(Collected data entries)
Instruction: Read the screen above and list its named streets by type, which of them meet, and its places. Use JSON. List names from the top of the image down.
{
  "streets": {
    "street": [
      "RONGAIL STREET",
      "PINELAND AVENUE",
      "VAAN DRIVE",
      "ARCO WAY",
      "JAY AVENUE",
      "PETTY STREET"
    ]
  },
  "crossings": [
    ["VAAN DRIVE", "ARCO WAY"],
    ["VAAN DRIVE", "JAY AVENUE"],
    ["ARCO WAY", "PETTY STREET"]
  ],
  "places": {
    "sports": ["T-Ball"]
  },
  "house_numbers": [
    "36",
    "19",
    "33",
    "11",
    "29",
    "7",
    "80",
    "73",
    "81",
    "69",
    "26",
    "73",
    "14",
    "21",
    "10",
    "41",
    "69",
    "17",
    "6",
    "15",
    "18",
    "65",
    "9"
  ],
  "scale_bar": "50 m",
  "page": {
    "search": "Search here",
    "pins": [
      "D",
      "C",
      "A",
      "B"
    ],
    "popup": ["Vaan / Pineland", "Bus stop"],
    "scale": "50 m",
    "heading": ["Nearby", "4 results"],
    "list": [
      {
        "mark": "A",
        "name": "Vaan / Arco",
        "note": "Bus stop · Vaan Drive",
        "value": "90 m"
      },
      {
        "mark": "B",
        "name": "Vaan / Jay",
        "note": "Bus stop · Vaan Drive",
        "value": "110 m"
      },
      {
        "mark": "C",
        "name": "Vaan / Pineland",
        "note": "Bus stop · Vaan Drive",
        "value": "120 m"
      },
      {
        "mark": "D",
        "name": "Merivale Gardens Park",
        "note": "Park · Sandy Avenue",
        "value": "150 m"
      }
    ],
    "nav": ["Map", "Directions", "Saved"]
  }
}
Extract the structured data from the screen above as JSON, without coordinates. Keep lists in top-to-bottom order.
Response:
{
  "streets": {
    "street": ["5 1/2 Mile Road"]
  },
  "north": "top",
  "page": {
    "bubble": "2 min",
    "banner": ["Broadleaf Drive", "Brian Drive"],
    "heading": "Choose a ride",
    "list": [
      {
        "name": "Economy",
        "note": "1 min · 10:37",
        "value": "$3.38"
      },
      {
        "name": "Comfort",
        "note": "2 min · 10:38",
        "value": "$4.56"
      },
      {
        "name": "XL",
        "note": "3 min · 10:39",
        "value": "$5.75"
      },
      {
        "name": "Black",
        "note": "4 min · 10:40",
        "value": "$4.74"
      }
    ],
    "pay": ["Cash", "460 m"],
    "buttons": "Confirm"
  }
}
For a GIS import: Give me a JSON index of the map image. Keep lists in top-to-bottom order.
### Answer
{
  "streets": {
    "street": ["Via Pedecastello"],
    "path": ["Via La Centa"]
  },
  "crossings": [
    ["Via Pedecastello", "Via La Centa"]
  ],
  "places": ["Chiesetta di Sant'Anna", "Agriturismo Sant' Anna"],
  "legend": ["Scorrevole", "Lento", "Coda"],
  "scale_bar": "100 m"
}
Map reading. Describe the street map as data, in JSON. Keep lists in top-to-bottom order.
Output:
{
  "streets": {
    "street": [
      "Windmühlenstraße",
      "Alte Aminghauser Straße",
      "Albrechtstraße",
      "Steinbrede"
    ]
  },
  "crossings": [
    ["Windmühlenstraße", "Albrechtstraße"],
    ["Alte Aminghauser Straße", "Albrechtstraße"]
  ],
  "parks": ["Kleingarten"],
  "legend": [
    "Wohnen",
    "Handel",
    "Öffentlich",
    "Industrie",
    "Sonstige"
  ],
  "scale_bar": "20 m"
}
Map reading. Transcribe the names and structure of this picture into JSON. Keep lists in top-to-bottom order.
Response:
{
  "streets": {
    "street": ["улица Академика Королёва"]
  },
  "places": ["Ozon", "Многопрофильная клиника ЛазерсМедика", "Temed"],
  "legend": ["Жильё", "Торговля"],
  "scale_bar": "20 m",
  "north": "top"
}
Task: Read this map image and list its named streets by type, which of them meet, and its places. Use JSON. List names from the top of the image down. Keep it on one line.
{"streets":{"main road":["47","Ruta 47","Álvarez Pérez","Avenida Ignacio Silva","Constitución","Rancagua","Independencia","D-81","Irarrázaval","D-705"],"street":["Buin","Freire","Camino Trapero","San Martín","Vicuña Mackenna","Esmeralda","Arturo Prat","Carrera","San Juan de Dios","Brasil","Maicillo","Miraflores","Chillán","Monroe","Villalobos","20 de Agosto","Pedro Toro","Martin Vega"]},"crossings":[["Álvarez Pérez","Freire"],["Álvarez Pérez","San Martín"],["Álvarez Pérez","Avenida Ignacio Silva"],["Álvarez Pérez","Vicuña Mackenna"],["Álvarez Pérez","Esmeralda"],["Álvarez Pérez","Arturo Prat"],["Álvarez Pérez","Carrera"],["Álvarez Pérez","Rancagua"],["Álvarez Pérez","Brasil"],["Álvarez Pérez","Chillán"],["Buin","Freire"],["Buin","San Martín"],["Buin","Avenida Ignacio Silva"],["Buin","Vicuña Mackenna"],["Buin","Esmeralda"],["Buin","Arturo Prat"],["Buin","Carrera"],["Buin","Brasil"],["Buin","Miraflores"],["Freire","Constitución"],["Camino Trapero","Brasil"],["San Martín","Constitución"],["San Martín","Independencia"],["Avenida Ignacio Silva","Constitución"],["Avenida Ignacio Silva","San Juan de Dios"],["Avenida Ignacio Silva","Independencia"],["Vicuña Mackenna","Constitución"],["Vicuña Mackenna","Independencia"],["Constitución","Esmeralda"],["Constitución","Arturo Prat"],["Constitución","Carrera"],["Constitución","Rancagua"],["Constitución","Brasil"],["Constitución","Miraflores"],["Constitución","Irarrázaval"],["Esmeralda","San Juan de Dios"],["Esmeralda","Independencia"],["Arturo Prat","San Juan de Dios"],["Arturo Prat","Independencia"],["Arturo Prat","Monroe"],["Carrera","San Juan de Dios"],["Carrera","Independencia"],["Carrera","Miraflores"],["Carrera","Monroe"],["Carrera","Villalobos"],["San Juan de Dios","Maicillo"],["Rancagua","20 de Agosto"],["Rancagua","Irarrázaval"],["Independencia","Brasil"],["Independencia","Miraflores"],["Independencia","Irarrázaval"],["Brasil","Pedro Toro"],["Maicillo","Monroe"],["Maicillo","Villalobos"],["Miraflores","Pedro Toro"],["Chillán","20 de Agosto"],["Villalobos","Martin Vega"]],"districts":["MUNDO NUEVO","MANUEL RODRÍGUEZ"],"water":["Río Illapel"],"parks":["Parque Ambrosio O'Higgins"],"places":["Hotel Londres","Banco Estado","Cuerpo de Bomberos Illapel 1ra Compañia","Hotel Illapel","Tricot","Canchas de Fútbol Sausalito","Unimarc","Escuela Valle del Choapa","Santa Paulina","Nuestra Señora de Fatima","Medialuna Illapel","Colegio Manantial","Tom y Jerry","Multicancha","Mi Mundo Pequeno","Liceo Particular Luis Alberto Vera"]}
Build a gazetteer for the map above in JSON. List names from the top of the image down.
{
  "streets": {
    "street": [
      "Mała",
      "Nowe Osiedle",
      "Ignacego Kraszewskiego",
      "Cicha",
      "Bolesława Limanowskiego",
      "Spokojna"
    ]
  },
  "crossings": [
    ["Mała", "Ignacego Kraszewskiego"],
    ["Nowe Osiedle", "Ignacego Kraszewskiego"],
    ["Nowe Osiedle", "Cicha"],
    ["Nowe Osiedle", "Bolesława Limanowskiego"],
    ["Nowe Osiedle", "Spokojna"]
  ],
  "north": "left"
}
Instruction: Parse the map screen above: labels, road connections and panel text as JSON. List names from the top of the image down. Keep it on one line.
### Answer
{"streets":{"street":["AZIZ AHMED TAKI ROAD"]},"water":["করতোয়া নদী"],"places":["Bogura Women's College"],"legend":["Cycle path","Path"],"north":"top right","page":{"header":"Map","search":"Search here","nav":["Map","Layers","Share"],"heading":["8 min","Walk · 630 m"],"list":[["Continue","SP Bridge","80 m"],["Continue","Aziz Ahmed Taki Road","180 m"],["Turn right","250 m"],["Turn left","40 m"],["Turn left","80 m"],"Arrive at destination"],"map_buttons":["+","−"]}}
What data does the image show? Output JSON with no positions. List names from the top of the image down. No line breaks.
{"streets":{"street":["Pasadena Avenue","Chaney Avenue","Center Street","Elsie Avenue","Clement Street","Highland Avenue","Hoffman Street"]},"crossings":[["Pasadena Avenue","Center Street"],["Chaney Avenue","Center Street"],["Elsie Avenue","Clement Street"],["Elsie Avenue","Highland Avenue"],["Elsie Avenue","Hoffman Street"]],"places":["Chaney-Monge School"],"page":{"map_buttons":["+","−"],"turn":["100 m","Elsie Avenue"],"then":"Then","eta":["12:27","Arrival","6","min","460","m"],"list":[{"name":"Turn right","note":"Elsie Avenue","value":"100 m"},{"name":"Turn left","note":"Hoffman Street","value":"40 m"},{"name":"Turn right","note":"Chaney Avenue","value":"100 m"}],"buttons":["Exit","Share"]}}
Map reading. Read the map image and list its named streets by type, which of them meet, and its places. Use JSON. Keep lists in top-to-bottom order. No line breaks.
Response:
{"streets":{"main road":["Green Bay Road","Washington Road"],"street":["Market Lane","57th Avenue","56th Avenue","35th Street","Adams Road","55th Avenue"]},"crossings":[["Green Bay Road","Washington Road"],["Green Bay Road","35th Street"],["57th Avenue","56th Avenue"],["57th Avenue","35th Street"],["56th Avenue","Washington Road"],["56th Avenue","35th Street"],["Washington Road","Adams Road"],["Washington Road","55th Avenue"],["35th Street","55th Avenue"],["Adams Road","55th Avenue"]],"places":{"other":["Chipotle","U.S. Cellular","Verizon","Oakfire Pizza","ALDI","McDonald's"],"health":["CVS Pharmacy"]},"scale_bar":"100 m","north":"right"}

DIRECTIONS
The range runs from the line above containing "Build a gazetteer" to the line containing "Instruction: Parse the", inclusive. Restate those lines word for word and no others.

ANSWER
Build a gazetteer for the map above in JSON. List names from the top of the image down.
{
  "streets": {
    "street": [
      "Mała",
      "Nowe Osiedle",
      "Ignacego Kraszewskiego",
      "Cicha",
      "Bolesława Limanowskiego",
      "Spokojna"
    ]
  },
  "crossings": [
    ["Mała", "Ignacego Kraszewskiego"],
    ["Nowe Osiedle", "Ignacego Kraszewskiego"],
    ["Nowe Osiedle", "Cicha"],
    ["Nowe Osiedle", "Bolesława Limanowskiego"],
    ["Nowe Osiedle", "Spokojna"]
  ],
  "north": "left"
}
Instruction: Parse the map screen above: labels, road connections and panel text as JSON. List names from the top of the image down. Keep it on one line.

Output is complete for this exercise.